**Description of the task:**
Set down all of the data that follows word for word, without the images.

**Data for analysis:**
------------------------------------------------

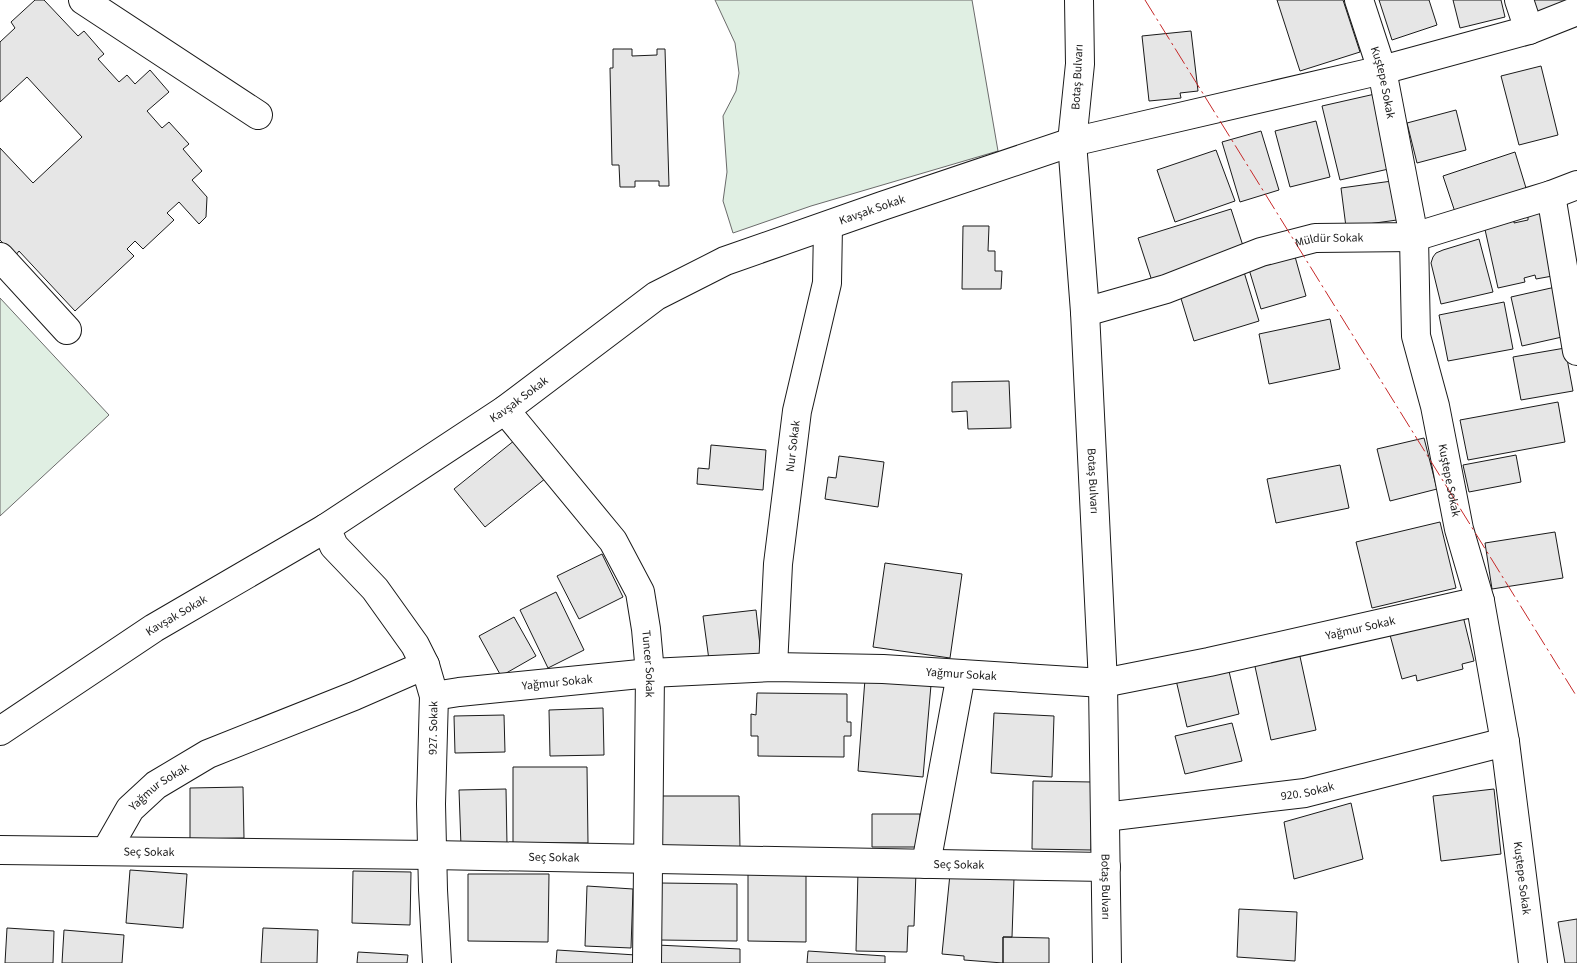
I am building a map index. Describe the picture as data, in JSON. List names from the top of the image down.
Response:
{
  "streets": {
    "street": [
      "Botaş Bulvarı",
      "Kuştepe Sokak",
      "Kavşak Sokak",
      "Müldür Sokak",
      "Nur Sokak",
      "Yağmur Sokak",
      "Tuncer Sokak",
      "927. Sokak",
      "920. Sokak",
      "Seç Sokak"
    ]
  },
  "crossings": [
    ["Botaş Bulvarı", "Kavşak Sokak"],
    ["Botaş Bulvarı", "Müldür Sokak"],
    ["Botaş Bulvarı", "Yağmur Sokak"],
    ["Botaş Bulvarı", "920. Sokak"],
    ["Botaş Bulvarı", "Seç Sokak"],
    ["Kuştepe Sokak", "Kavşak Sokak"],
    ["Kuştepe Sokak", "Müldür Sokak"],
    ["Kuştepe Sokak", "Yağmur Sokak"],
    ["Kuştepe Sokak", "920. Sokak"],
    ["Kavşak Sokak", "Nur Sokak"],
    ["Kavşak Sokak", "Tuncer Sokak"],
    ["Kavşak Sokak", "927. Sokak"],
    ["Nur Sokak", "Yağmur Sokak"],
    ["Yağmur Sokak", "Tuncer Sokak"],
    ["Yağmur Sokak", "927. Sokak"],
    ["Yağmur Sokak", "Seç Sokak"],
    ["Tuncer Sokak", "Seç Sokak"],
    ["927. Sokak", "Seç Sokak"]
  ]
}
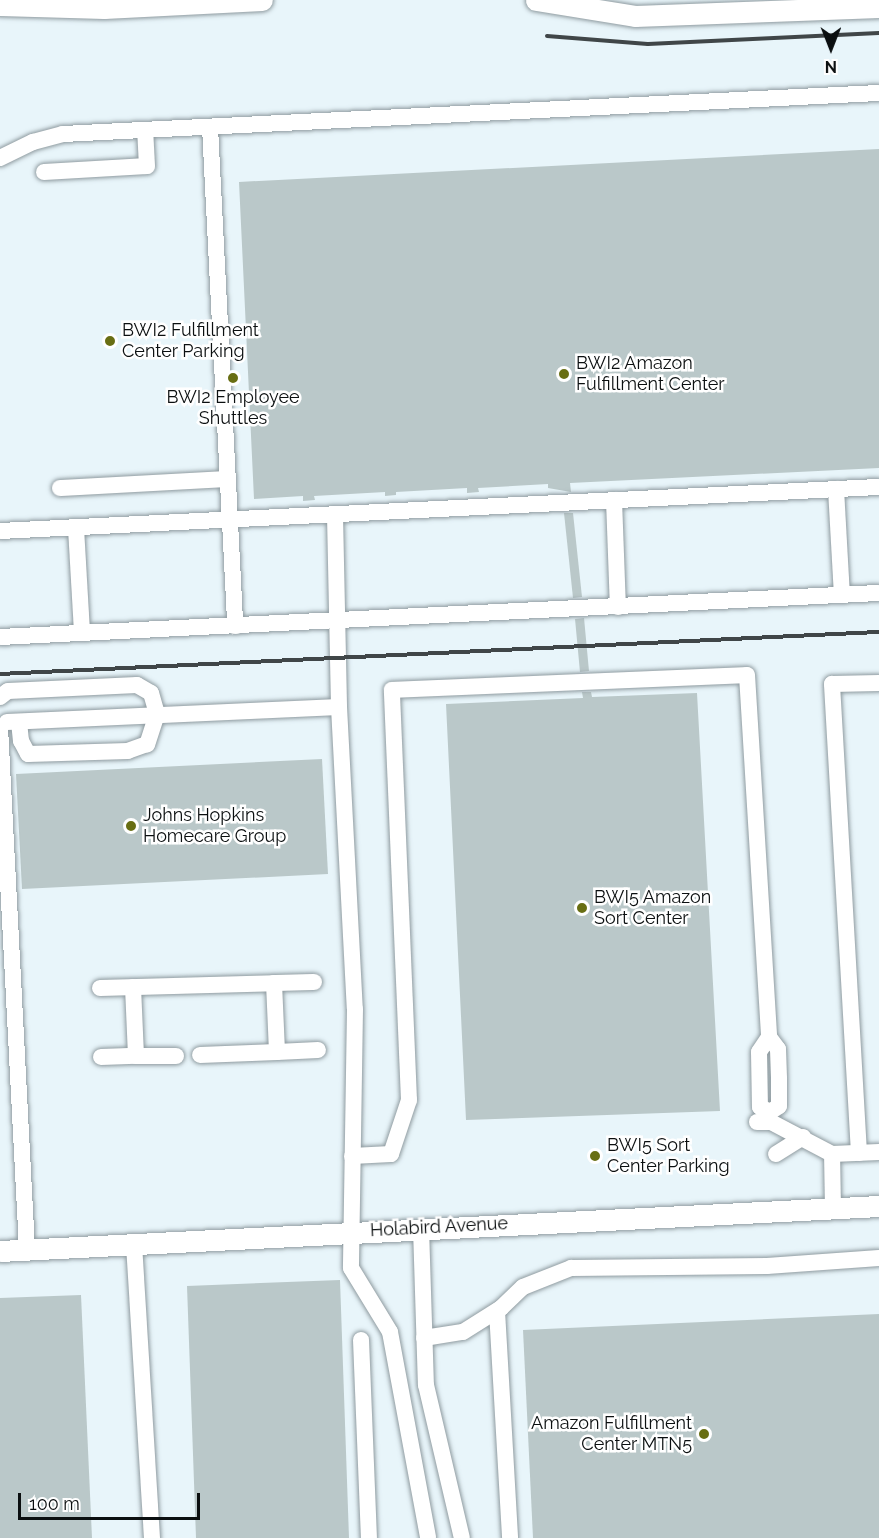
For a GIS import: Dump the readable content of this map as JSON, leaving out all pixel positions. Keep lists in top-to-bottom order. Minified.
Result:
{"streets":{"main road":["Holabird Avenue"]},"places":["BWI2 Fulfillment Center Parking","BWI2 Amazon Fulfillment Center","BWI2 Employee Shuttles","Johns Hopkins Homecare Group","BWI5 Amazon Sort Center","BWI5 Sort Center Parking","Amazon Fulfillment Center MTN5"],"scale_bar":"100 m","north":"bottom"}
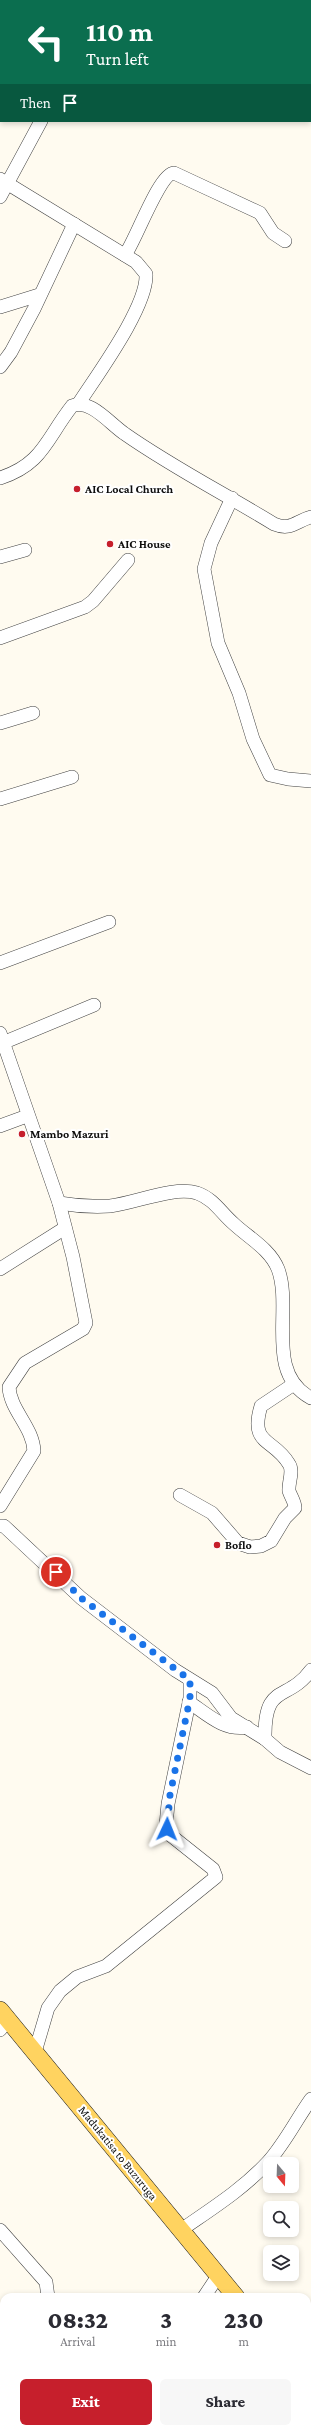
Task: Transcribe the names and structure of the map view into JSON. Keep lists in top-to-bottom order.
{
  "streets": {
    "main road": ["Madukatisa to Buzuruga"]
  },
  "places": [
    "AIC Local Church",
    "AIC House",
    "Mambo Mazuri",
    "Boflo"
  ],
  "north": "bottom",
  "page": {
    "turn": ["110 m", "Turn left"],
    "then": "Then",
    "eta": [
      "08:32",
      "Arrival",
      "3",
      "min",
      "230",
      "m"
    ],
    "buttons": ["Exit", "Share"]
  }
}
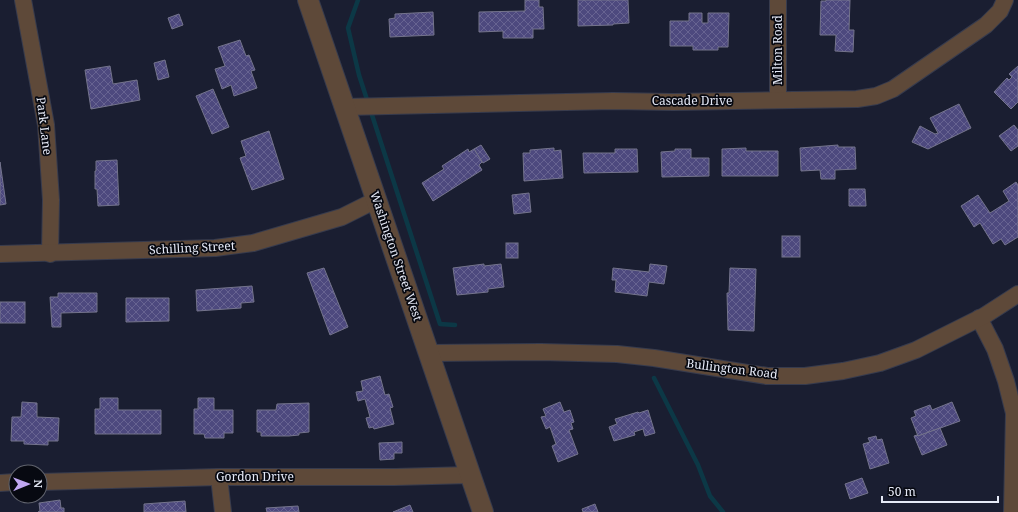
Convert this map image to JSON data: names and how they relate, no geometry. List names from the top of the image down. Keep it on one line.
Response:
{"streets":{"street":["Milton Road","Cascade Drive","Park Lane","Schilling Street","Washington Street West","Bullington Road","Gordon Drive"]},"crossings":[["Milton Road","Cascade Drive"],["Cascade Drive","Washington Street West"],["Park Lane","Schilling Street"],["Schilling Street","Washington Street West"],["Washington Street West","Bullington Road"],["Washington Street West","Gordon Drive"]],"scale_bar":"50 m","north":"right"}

------------------------------------------------

**Expected answer:**
I am building a map index. Describe the picture as data, in JSON. List names from the top of the image down.
Response:
{
  "streets": {
    "street": [
      "Botaş Bulvarı",
      "Kuştepe Sokak",
      "Kavşak Sokak",
      "Müldür Sokak",
      "Nur Sokak",
      "Yağmur Sokak",
      "Tuncer Sokak",
      "927. Sokak",
      "920. Sokak",
      "Seç Sokak"
    ]
  },
  "crossings": [
    ["Botaş Bulvarı", "Kavşak Sokak"],
    ["Botaş Bulvarı", "Müldür Sokak"],
    ["Botaş Bulvarı", "Yağmur Sokak"],
    ["Botaş Bulvarı", "920. Sokak"],
    ["Botaş Bulvarı", "Seç Sokak"],
    ["Kuştepe Sokak", "Kavşak Sokak"],
    ["Kuştepe Sokak", "Müldür Sokak"],
    ["Kuştepe Sokak", "Yağmur Sokak"],
    ["Kuştepe Sokak", "920. Sokak"],
    ["Kavşak Sokak", "Nur Sokak"],
    ["Kavşak Sokak", "Tuncer Sokak"],
    ["Kavşak Sokak", "927. Sokak"],
    ["Nur Sokak", "Yağmur Sokak"],
    ["Yağmur Sokak", "Tuncer Sokak"],
    ["Yağmur Sokak", "927. Sokak"],
    ["Yağmur Sokak", "Seç Sokak"],
    ["Tuncer Sokak", "Seç Sokak"],
    ["927. Sokak", "Seç Sokak"]
  ]
}
For a GIS import: Dump the readable content of this map as JSON, leaving out all pixel positions. Keep lists in top-to-bottom order. Minified.
Result:
{"streets":{"main road":["Holabird Avenue"]},"places":["BWI2 Fulfillment Center Parking","BWI2 Amazon Fulfillment Center","BWI2 Employee Shuttles","Johns Hopkins Homecare Group","BWI5 Amazon Sort Center","BWI5 Sort Center Parking","Amazon Fulfillment Center MTN5"],"scale_bar":"100 m","north":"bottom"}
Task: Transcribe the names and structure of the map view into JSON. Keep lists in top-to-bottom order.
{
  "streets": {
    "main road": ["Madukatisa to Buzuruga"]
  },
  "places": [
    "AIC Local Church",
    "AIC House",
    "Mambo Mazuri",
    "Boflo"
  ],
  "north": "bottom",
  "page": {
    "turn": ["110 m", "Turn left"],
    "then": "Then",
    "eta": [
      "08:32",
      "Arrival",
      "3",
      "min",
      "230",
      "m"
    ],
    "buttons": ["Exit", "Share"]
  }
}
Convert this map image to JSON data: names and how they relate, no geometry. List names from the top of the image down. Keep it on one line.
Response:
{"streets":{"street":["Milton Road","Cascade Drive","Park Lane","Schilling Street","Washington Street West","Bullington Road","Gordon Drive"]},"crossings":[["Milton Road","Cascade Drive"],["Cascade Drive","Washington Street West"],["Park Lane","Schilling Street"],["Schilling Street","Washington Street West"],["Washington Street West","Bullington Road"],["Washington Street West","Gordon Drive"]],"scale_bar":"50 m","north":"right"}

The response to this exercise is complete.